The United States, Japan and South Korea on Friday shared their concerns about North Korea's nuclear and missile programs and vowed "concerted" efforts toward denuclearization in the first gathering of their security advisers under the new U.S. administration.

The meeting took place as the administration of U.S. President Joe Biden is in the final stages of its North Korea policy review, conducted in close consultation with the two key Asian allies.
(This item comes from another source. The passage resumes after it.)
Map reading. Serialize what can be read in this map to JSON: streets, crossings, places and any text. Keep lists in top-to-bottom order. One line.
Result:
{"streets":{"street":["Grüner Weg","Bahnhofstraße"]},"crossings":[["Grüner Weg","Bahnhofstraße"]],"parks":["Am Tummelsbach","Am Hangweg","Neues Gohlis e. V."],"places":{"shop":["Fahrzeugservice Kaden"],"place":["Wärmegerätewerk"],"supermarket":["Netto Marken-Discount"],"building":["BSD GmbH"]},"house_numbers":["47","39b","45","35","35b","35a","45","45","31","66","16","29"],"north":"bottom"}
U.S. National Security Adviser Jake Sullivan and his Japanese and South Korean counterparts Shigeru Kitamura and Suh Hoon affirmed their commitment to address North Korean issues "through concerted trilateral cooperation towards denuclearization," the statement said.
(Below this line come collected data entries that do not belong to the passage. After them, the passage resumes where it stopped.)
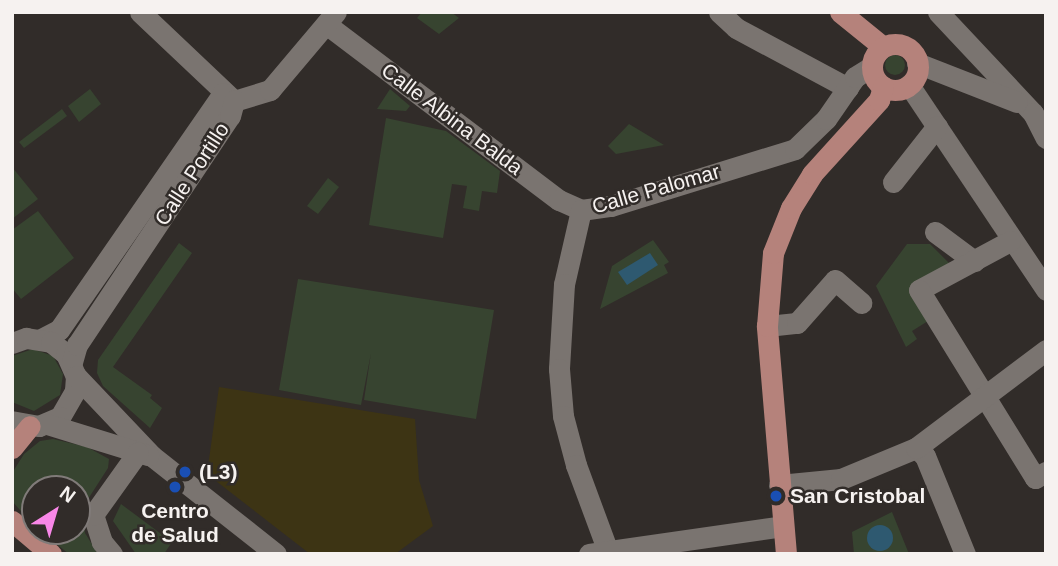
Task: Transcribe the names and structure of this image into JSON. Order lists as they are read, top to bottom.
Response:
{
  "streets": {
    "street": ["Calle Albina Balda", "Calle Portillo", "Calle Palomar"]
  },
  "crossings": [
    ["Calle Albina Balda", "Calle Portillo"],
    ["Calle Albina Balda", "Calle Palomar"]
  ],
  "places": ["(L3)", "Centro de Salud", "San Cristobal"],
  "north": "top right"
}
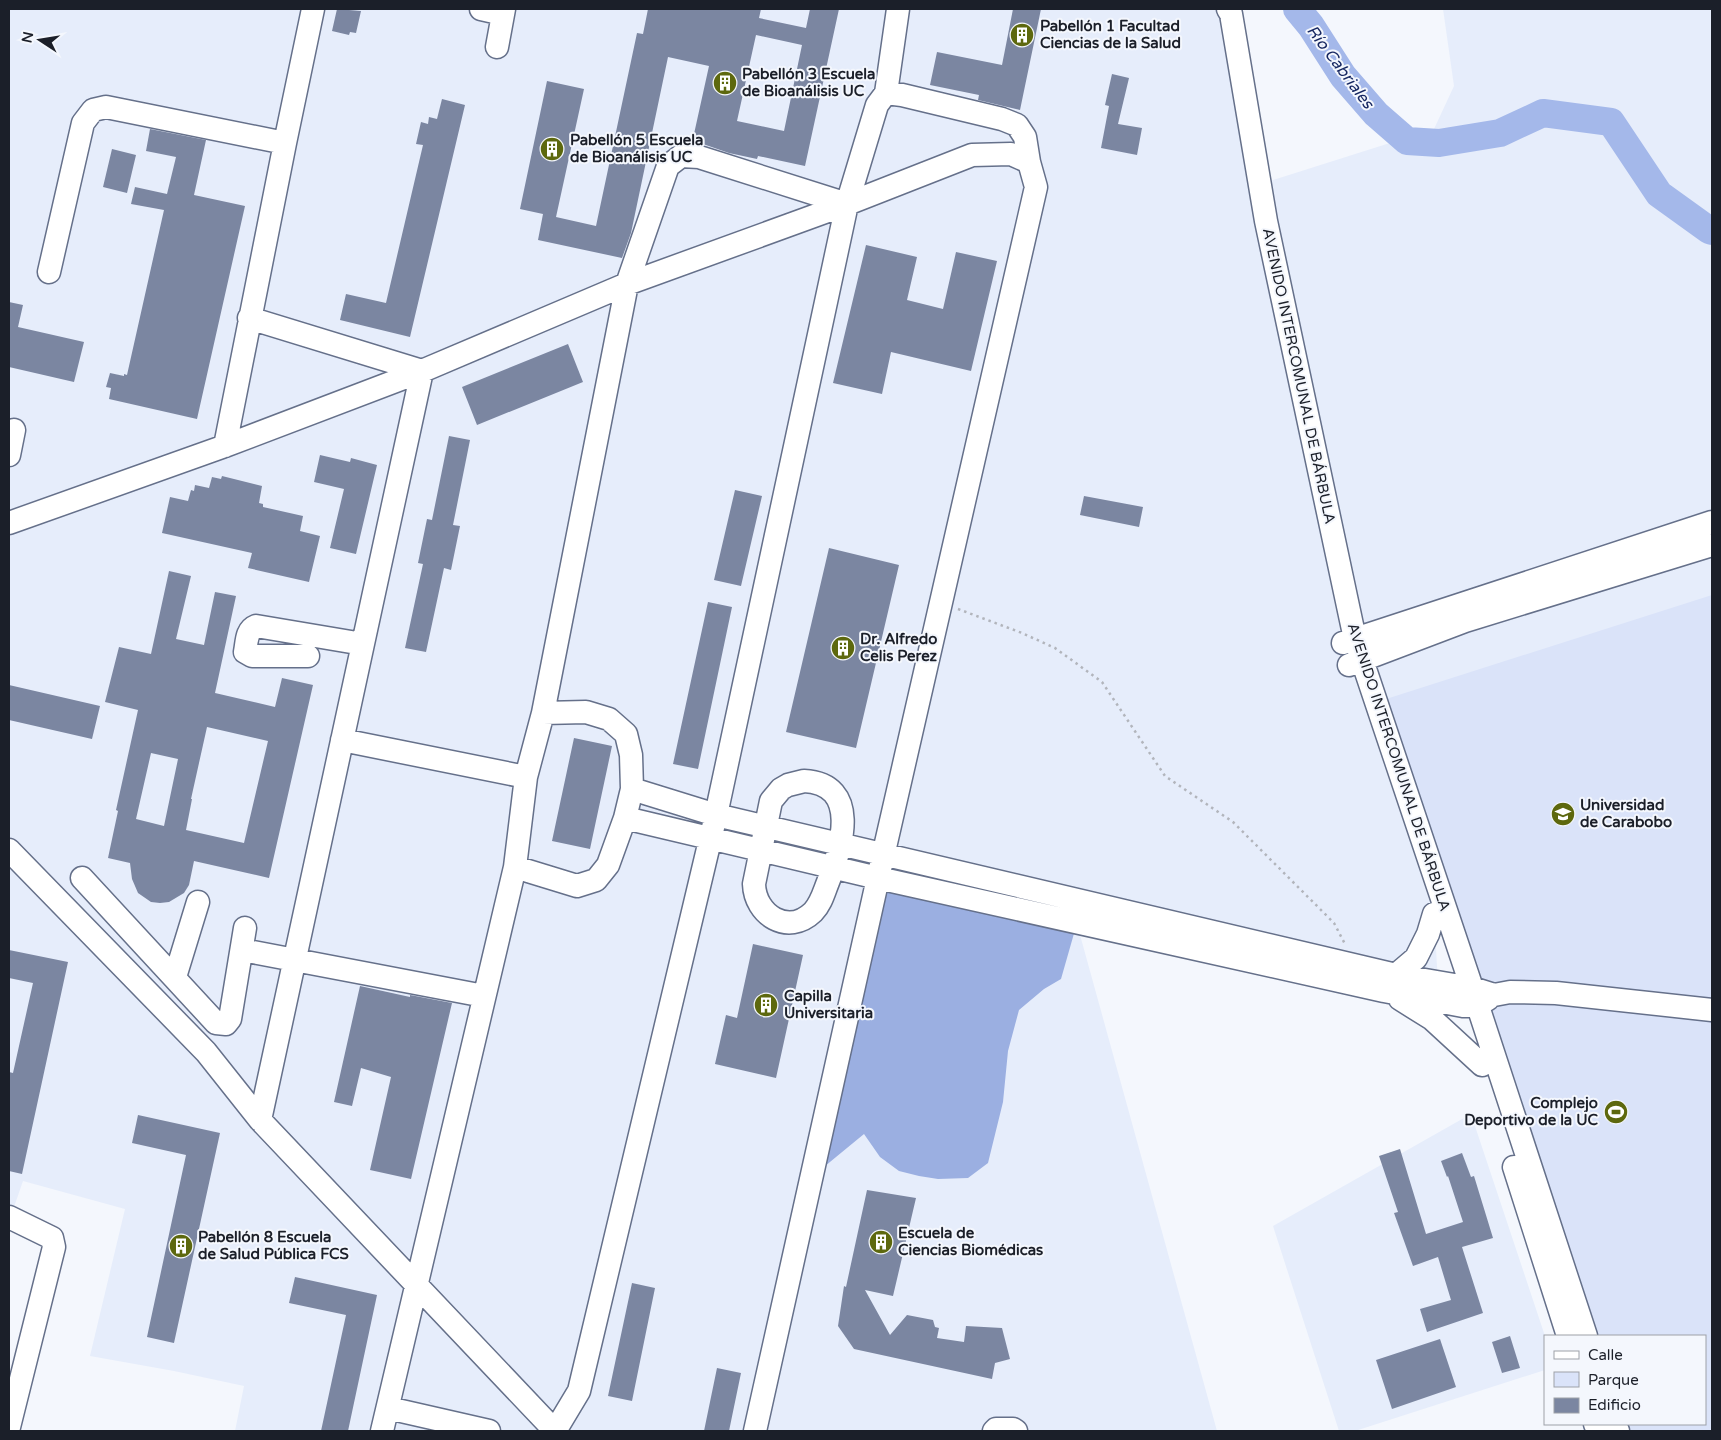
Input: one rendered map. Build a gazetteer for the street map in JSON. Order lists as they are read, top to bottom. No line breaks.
{"streets":{"street":["AVENIDO INTERCOMUNAL DE BÁRBULA"]},"water":["Río Cabriales"],"places":{"building":["Pabellón 1 Facultad Ciencias de la Salud","Pabellón 3 Escuela de Bioanálisis UC","Pabellón 5 Escuela de Bioanálisis UC","Dr. Alfredo Celis Perez","Capilla Universitaria","Escuela de Ciencias Biomédicas","Pabellón 8 Escuela de Salud Pública FCS"],"school or university":["Universidad de Carabobo"],"sports":["Complejo Deportivo de la UC"]},"legend":["Calle","Parque","Edificio"],"north":"left"}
They also agreed on the "imperative for full implementation" of relevant U.N. Security Council sanctions resolutions by the international community and cooperating to strengthen deterrence and maintain peace and stability on the Korean Peninsula, it said.
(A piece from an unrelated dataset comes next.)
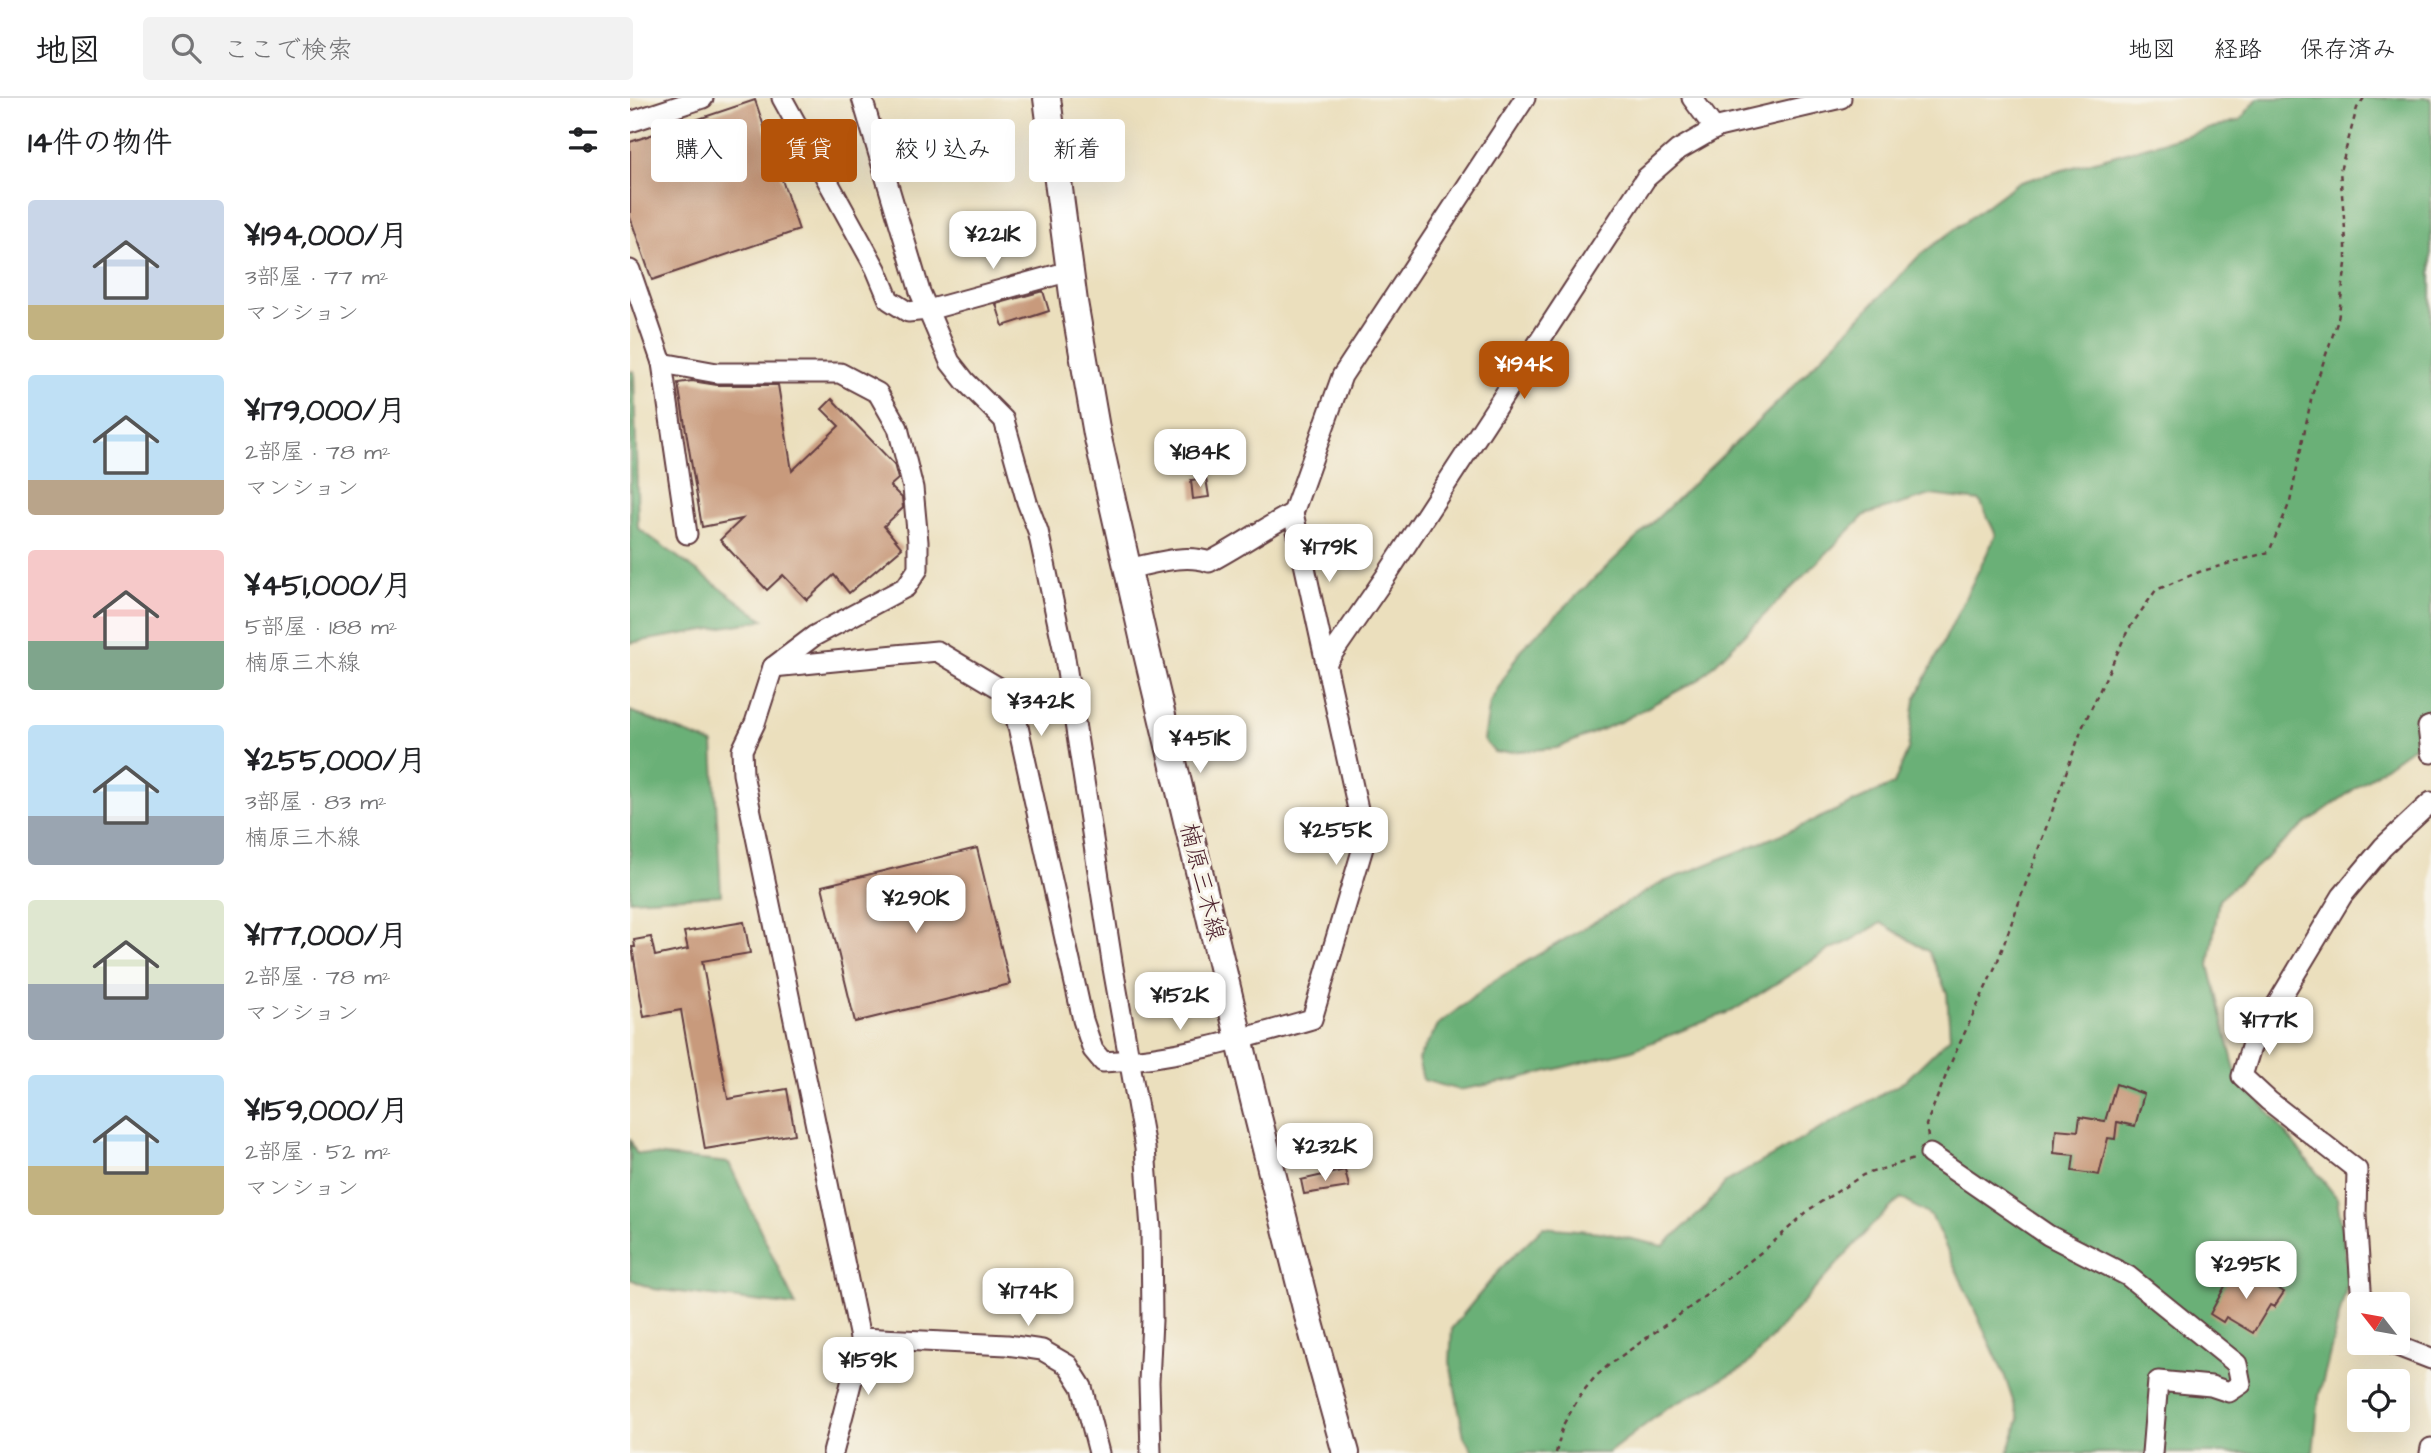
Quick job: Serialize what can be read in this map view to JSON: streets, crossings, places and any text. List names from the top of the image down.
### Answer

South Korea's Yonhap News Agency reported that the three agreed that "efforts to resume North Korea-U.S. negotiations at an early date must continue."

Japan, for its part, said it won support from the United States and South Korea for a swift resolution of North Korea's past abductions of Japanese nationals, an issue which Tokyo views as a "top priority."

Meanwhile, Japan and South Korea, whose relations have been increasingly fraught over wartime compensation issues, underscored the importance of their bilateral ties and trilateral cooperation to the security of the region, according to the joint statement.

The Biden administration has been eager to see improved communications between Tokyo and Seoul, saying that a strong working relationship between the two is in the national security interests of the United States.

According to the joint statement, the three countries also discussed "issues of common concern," including security in the Indo-Pacific region, which is facing China's growing assertiveness.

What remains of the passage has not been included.